08.02.2016

Wohlbefinden Zeit für mich: 3 einfache Tipps, um in den Tag zu starten

Geben Sie ihrem Körper Zeit zum wach werden.

Foto: iStock/JackF

Geben Sie ihrem Körper Zeit zum wach werden.

Wir hetzen von Termin zu Termin, das Kind muss zum Arzt, der Einkauf muss noch gemacht werden. Gefühlt haben wir keine Zeit mehr für uns selbst. Was aber, wenn wir uns die Zeit einfach nehmen müssen?
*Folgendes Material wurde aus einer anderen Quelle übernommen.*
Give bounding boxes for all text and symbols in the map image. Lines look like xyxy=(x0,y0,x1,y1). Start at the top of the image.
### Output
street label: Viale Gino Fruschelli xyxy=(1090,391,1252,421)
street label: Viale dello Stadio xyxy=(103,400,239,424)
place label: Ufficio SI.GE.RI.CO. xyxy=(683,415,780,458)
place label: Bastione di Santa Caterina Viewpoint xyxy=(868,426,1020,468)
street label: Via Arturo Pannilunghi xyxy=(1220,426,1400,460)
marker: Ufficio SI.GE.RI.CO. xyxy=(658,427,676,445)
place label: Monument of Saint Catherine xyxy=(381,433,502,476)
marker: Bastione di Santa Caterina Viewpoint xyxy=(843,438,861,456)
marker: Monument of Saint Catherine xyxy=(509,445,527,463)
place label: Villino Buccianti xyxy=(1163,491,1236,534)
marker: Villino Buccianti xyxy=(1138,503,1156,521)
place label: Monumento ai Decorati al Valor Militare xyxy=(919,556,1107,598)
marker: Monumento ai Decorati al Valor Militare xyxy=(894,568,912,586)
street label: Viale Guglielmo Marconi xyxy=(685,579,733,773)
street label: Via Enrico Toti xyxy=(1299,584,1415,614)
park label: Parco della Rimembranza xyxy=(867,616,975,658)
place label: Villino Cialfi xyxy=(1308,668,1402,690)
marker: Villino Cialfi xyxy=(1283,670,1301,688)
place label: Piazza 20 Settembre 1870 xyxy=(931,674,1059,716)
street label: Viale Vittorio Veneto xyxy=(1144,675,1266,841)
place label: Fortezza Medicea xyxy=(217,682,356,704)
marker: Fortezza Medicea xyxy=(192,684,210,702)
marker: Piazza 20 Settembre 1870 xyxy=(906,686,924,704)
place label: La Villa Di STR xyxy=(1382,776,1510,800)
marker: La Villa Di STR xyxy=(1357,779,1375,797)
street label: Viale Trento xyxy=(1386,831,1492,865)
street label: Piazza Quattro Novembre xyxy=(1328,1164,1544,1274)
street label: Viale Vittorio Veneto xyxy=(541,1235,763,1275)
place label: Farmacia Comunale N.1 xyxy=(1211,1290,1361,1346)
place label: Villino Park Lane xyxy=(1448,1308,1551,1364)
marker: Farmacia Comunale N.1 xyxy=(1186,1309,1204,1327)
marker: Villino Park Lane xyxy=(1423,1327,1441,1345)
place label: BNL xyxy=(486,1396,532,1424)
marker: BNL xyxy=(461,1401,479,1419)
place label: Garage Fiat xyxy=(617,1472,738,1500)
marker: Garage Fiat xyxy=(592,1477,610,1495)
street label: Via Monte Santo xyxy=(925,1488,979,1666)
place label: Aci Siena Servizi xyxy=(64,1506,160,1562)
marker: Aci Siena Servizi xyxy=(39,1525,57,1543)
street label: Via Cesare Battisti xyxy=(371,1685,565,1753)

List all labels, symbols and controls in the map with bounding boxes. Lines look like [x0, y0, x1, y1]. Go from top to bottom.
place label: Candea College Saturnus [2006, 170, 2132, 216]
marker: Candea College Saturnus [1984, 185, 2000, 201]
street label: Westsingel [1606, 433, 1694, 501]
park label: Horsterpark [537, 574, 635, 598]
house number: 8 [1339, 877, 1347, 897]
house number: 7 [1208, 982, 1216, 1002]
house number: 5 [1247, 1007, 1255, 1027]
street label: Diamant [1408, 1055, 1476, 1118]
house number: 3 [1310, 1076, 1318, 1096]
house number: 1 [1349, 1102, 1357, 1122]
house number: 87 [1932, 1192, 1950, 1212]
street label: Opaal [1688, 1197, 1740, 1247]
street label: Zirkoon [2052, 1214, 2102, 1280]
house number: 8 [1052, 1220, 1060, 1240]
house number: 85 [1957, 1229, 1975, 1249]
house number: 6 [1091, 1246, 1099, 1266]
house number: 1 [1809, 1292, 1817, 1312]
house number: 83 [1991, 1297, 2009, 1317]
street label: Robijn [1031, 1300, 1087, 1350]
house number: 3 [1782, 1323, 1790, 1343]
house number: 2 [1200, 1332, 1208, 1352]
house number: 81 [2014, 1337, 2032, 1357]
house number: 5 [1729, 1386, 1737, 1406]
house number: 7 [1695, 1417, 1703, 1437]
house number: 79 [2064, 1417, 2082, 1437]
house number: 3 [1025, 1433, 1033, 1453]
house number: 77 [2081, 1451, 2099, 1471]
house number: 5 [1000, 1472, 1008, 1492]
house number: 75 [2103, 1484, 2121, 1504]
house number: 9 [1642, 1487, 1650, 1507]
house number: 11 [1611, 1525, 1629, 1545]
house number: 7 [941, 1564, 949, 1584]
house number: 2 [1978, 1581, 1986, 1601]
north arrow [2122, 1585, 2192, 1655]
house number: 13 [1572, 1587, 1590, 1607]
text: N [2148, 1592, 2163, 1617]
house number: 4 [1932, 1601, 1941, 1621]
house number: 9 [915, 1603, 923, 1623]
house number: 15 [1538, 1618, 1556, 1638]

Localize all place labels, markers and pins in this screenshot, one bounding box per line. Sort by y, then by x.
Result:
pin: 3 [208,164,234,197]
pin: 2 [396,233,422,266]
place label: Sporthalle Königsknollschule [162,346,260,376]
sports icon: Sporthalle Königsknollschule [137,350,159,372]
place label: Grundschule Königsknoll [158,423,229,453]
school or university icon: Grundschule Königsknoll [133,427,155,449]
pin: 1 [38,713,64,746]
Der Wecker klingelt. Dabei fühlen wir uns noch gar nicht ausgeschlafen. Ein paar Minuten noch. Snooze. Und noch einmal: Snooze. Ohje, jetzt ist es schon wieder so spät, da bleibt keine Zeit mehr für ein Frühstück in Ruhe. Ach hätte man sich doch das Outfit schon gestern Abend zurecht gelegt. So oder so ähnlich starten viele von uns den Tag. Sie kommen schon zu Beginn des Arbeitstages gehetzt und gestresst im Büro an, dabei geht es auch ganz anders. Wir verraten, wie es geht.

Dem Körper Zeit zum wach werden geben

Haben Sie einen Hund direkt nach dem Schlaf aufstehen und lostraben sehen? Eher nicht. Hunde dehnen sich ausgiebig. Damit signalisieren sie ihrem Körper "Zeit, wach zu werden". Wir aber hören den Wecker und stehen (im besten Fall) direkt auf. Unser Körper hat also kaum Zeit zu realisieren, dass er wach werden soll. Wie wäre es also damit am nächsten Morgen statt einem beherzten Sprung aus dem Bett sich erst einmal zu strecken? Richtig ausgiebig strecken. Im Stehen noch einmal strecken und anschließend die Arme kreisen lassen, den Kopf auf und ab bewegen und die Seiten nicht vergessen. Die Hüfte kreisen lassen, die Knie und Sprunggelenke aufwärmen und zum Schluss den Oberkörper nach vorne fallen lassen. Sie werden sehen, dass der Geist besser funktioniert, wenn der Körper aufgeweckt wurde.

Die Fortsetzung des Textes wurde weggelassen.